WASHINGTON,
DC - U.S. Representative Jan Schakowsky, ranking member on the
Subcommittee on Commerce, Trade, and Consumer Protection, today called for a
balanced digital copyright policy that protects the intellectual property of
artists, without putting unnecessary or unrealistic restrictions on consumers.
Representative Schakowsky delivered her remarks before a hearing of the
Subcommittee on Commerce, Trade, and Consumer Protection on “fair use” and
updating the Digital Millennium Copyright Act.

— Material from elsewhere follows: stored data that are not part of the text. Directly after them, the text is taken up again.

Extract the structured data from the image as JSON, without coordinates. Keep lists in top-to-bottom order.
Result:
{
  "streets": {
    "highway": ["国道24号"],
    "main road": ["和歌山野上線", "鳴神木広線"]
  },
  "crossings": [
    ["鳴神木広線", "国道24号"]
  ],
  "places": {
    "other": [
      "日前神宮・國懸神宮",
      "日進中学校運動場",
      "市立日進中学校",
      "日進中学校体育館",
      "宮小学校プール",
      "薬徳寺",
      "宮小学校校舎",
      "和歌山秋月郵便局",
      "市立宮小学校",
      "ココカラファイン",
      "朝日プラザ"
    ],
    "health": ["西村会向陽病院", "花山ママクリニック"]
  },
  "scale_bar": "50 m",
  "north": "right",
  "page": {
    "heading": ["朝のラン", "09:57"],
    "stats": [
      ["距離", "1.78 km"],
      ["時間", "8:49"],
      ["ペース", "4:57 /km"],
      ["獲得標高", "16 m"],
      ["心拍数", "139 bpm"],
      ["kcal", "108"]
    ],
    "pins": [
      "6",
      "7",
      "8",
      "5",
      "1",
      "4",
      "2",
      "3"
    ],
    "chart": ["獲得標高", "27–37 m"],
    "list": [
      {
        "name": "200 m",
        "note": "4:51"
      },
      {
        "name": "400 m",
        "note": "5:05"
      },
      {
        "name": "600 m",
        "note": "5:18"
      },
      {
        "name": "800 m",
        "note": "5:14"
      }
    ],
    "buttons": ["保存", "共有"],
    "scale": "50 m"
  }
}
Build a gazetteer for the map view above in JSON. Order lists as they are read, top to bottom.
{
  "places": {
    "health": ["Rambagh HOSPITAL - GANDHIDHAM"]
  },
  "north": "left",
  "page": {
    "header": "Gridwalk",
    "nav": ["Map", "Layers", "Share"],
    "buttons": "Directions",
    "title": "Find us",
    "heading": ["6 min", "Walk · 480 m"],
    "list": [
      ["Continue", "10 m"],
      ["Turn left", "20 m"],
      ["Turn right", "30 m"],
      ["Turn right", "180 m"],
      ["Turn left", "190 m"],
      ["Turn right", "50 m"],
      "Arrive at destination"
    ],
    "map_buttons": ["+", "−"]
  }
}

Representative Schakowsky’s opening statement is below:
Technological innovations have once again, opened the door of our Subcommittee
to legislative arenas that could not have been imagined just a few short years
ago. The Internet, digitization of information, and e-commerce have
necessitated the updating of laws that have been rendered ineffective, or become
too stifling, because of technological advances. Today’s hearing focuses our
attention on how the availability of copyrighted materials in digital formats
affects artists, consumers, researchers, librarians, and a host of industries.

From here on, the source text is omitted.